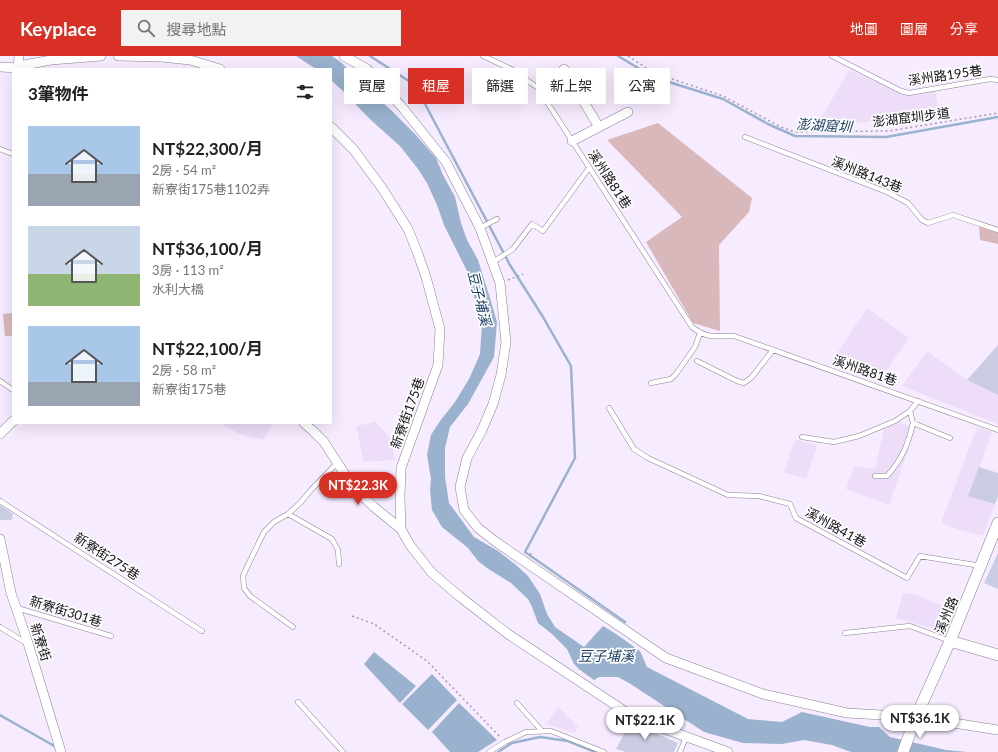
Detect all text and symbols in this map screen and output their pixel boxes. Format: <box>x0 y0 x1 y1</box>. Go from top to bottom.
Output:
search box <box>121 10 401 46</box>
text: Keyplace <box>20 17 97 40</box>
icon: search <box>135 17 157 39</box>
text: 搜尋地點 <box>167 20 227 38</box>
text: 地圖 <box>850 20 878 37</box>
text: 圖層 <box>900 20 928 37</box>
text: 分享 <box>950 20 978 37</box>
street label: 溪州路195巷 <box>907 62 983 88</box>
chip: 買屋 <box>344 68 400 104</box>
chip: 租屋 <box>408 68 464 104</box>
chip: 篩選 <box>472 68 528 104</box>
chip: 新上架 <box>536 68 606 104</box>
chip: 公寓 <box>614 68 670 104</box>
icon: filters <box>294 81 316 103</box>
text: 3筆物件 <box>28 83 89 104</box>
street label: 澎湖窟圳步道 <box>871 104 951 130</box>
water label: 澎湖窟圳 <box>796 115 854 135</box>
text: NT$22,300/月 <box>152 138 263 159</box>
icon: home <box>60 142 108 190</box>
street label: 溪州路81巷 <box>585 147 635 211</box>
street label: 溪州路143巷 <box>829 153 905 195</box>
text: 2房 · 54 m² <box>152 162 216 178</box>
text: 新寮街175巷1102弄 <box>152 181 270 197</box>
text: NT$36,100/月 <box>152 238 263 259</box>
icon: home <box>60 242 108 290</box>
text: 3房 · 113 m² <box>152 262 224 278</box>
water label: 豆子埔溪 <box>465 269 496 329</box>
text: 水利大橋 <box>152 281 204 297</box>
text: NT$22,100/月 <box>152 338 263 359</box>
icon: home <box>60 342 108 390</box>
street label: 溪州路81巷 <box>831 352 899 388</box>
text: 2房 · 58 m² <box>152 362 216 378</box>
street label: 新寮街175巷 <box>387 375 427 451</box>
text: 新寮街175巷 <box>152 381 227 397</box>
pin: NT$22.3K <box>317 472 399 506</box>
text: NT$22.3K <box>328 477 388 493</box>
street label: 溪州路41巷 <box>803 504 869 550</box>
street label: 新寮街275巷 <box>71 529 143 583</box>
street label: 新寮街301巷 <box>28 592 104 630</box>
street label: 溪州路 <box>931 594 961 636</box>
street label: 新寮街 <box>27 621 55 663</box>
water label: 豆子埔溪 <box>578 647 636 664</box>
pin: NT$36.1K <box>879 705 961 739</box>
pin: NT$22.1K <box>604 707 686 741</box>
text: NT$36.1K <box>890 710 950 726</box>
text: NT$22.1K <box>615 712 675 728</box>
....
**Task details**. Go through the listing above and write it all out exactly, leaving out any picture.

**Output of the exercise**.
Detect all text and symbols in this map screen and output their pixel boxes. Format: <box>x0 y0 x1 y1</box>. Go from top to bottom.
Output:
search box <box>121 10 401 46</box>
text: Keyplace <box>20 17 97 40</box>
icon: search <box>135 17 157 39</box>
text: 搜尋地點 <box>167 20 227 38</box>
text: 地圖 <box>850 20 878 37</box>
text: 圖層 <box>900 20 928 37</box>
text: 分享 <box>950 20 978 37</box>
street label: 溪州路195巷 <box>907 62 983 88</box>
chip: 買屋 <box>344 68 400 104</box>
chip: 租屋 <box>408 68 464 104</box>
chip: 篩選 <box>472 68 528 104</box>
chip: 新上架 <box>536 68 606 104</box>
chip: 公寓 <box>614 68 670 104</box>
icon: filters <box>294 81 316 103</box>
text: 3筆物件 <box>28 83 89 104</box>
street label: 澎湖窟圳步道 <box>871 104 951 130</box>
water label: 澎湖窟圳 <box>796 115 854 135</box>
text: NT$22,300/月 <box>152 138 263 159</box>
icon: home <box>60 142 108 190</box>
street label: 溪州路81巷 <box>585 147 635 211</box>
street label: 溪州路143巷 <box>829 153 905 195</box>
text: 2房 · 54 m² <box>152 162 216 178</box>
text: 新寮街175巷1102弄 <box>152 181 270 197</box>
text: NT$36,100/月 <box>152 238 263 259</box>
icon: home <box>60 242 108 290</box>
text: 3房 · 113 m² <box>152 262 224 278</box>
water label: 豆子埔溪 <box>465 269 496 329</box>
text: 水利大橋 <box>152 281 204 297</box>
text: NT$22,100/月 <box>152 338 263 359</box>
icon: home <box>60 342 108 390</box>
street label: 溪州路81巷 <box>831 352 899 388</box>
text: 2房 · 58 m² <box>152 362 216 378</box>
street label: 新寮街175巷 <box>387 375 427 451</box>
text: 新寮街175巷 <box>152 381 227 397</box>
pin: NT$22.3K <box>317 472 399 506</box>
text: NT$22.3K <box>328 477 388 493</box>
street label: 溪州路41巷 <box>803 504 869 550</box>
street label: 新寮街275巷 <box>71 529 143 583</box>
street label: 新寮街301巷 <box>28 592 104 630</box>
street label: 溪州路 <box>931 594 961 636</box>
street label: 新寮街 <box>27 621 55 663</box>
water label: 豆子埔溪 <box>578 647 636 664</box>
pin: NT$36.1K <box>879 705 961 739</box>
pin: NT$22.1K <box>604 707 686 741</box>
text: NT$36.1K <box>890 710 950 726</box>
text: NT$22.1K <box>615 712 675 728</box>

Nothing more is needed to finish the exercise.